--- START ---

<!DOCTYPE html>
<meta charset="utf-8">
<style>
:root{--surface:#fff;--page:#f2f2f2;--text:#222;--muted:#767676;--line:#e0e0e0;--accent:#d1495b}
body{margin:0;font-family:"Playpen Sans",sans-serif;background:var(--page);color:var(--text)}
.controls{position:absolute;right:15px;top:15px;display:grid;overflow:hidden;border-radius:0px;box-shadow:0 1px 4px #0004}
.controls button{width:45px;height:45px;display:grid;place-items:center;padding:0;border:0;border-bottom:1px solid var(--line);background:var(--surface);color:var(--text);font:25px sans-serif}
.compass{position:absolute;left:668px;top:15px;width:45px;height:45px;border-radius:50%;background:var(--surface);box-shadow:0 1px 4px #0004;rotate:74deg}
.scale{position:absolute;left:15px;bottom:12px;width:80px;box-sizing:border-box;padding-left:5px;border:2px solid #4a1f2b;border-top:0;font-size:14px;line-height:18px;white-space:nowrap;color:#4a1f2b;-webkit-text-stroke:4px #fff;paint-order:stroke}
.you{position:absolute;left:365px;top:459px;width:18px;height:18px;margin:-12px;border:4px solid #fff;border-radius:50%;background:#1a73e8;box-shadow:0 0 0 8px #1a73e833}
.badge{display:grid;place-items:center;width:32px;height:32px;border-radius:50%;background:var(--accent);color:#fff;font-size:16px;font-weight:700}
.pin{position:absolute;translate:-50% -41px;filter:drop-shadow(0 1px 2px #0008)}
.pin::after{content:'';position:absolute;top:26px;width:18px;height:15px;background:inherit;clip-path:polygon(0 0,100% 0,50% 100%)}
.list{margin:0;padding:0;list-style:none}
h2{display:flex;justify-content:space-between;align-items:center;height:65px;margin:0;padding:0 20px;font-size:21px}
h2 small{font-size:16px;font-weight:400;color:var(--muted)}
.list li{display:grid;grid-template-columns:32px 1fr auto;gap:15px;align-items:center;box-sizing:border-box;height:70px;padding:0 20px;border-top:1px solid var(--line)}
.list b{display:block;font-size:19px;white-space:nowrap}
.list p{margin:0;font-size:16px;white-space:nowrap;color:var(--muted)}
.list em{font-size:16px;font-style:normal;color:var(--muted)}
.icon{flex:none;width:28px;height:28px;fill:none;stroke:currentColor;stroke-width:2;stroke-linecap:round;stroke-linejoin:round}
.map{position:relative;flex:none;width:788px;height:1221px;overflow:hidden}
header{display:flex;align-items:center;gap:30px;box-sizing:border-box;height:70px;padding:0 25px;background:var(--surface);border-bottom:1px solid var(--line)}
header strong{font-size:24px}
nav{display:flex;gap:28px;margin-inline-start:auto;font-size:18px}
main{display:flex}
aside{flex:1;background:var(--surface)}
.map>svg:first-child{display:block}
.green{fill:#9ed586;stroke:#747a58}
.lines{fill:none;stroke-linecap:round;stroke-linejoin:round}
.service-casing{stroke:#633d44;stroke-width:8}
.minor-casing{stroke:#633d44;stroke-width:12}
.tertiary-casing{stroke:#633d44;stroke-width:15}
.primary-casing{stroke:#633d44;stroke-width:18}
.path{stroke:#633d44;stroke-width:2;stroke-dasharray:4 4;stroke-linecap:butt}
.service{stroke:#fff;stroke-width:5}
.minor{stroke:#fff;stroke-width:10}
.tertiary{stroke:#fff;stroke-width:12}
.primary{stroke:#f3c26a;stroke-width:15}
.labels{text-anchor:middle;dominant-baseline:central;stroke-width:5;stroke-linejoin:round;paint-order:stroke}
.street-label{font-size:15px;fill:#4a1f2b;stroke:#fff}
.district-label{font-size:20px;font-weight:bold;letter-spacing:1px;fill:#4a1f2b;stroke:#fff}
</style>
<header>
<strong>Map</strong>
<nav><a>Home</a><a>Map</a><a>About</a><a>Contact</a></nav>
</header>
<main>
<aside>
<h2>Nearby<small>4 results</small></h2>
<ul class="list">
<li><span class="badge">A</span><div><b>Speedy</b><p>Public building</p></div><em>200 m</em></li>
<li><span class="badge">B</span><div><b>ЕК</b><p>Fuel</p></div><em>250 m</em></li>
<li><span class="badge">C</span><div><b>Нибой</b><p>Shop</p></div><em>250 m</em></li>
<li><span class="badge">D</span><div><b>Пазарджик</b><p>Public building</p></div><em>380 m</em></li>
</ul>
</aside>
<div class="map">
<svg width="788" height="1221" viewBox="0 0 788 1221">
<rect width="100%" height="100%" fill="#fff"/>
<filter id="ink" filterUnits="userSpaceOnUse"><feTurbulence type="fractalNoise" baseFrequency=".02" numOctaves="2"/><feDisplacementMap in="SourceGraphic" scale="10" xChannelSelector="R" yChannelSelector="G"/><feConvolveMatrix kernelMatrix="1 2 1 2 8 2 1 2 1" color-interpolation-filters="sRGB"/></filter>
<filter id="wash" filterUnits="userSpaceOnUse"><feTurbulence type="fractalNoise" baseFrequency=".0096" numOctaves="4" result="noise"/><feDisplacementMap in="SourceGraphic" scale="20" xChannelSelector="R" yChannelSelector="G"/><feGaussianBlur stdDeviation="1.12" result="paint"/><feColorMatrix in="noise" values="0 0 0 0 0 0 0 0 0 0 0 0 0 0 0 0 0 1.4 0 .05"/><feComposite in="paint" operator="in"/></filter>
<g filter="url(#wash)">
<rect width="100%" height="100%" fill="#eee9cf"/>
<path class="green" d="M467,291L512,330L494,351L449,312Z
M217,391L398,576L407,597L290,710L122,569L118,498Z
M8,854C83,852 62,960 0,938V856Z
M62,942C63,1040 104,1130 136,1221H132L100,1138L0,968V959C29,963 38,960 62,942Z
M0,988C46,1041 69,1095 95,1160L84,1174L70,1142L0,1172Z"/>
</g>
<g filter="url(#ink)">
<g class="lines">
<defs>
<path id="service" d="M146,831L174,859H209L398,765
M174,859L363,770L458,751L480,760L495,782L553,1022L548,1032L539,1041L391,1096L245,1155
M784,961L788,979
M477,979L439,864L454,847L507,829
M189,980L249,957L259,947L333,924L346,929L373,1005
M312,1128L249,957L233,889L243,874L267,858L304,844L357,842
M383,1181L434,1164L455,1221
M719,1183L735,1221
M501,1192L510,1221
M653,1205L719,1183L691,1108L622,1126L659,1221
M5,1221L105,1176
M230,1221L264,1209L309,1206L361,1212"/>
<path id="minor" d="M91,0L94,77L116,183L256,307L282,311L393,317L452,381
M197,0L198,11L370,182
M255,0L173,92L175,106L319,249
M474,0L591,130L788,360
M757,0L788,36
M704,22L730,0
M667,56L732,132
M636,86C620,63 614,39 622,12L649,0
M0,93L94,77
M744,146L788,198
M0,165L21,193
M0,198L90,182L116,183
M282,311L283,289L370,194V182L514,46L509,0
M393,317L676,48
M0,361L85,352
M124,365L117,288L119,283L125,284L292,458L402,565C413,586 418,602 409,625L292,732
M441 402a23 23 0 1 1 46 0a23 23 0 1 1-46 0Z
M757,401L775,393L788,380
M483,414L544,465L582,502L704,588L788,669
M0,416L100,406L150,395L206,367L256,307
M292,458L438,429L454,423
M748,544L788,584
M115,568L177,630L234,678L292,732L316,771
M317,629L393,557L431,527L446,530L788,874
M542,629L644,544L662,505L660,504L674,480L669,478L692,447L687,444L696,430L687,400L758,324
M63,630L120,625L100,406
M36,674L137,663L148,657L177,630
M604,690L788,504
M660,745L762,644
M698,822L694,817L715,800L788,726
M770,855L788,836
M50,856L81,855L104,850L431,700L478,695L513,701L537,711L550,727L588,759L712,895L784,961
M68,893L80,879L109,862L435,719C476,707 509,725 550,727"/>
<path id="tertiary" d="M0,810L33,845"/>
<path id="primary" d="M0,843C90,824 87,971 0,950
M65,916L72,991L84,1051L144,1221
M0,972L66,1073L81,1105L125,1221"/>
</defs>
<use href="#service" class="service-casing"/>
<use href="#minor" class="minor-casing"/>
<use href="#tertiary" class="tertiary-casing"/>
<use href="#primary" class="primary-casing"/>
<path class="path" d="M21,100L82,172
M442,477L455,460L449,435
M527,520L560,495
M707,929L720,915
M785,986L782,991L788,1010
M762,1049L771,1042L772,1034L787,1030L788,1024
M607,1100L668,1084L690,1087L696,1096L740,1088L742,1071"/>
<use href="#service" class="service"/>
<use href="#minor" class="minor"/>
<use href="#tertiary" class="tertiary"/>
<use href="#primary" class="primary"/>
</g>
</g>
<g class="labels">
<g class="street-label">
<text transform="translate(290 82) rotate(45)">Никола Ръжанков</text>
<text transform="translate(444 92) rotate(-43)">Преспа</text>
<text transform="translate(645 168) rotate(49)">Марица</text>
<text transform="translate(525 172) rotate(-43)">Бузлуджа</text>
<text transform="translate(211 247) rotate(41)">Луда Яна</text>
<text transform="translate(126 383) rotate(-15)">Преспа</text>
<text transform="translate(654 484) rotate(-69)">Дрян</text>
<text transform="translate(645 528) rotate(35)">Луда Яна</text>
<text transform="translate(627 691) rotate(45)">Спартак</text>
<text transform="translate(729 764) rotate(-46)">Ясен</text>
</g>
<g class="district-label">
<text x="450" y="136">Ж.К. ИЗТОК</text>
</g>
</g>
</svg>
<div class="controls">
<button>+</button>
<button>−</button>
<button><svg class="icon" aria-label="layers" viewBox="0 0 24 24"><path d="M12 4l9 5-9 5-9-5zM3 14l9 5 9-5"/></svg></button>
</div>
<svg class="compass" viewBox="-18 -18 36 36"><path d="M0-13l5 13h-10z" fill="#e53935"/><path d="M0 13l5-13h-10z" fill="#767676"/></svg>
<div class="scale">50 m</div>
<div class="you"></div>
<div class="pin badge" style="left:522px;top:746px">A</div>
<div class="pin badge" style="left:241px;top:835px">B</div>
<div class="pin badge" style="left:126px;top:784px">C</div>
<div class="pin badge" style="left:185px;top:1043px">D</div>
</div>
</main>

--- END ---

■ THE TASK
Whenever a line in the material contains the word "list", copy that line.

■ WRITTEN RESPONSE
.list{margin:0;padding:0;list-style:none}
.list li{display:grid;grid-template-columns:32px 1fr auto;gap:15px;align-items:center;box-sizing:border-box;height:70px;padding:0 20px;border-top:1px solid var(--line)}
.list b{display:block;font-size:19px;white-space:nowrap}
.list p{margin:0;font-size:16px;white-space:nowrap;color:var(--muted)}
.list em{font-size:16px;font-style:normal;color:var(--muted)}
<ul class="list">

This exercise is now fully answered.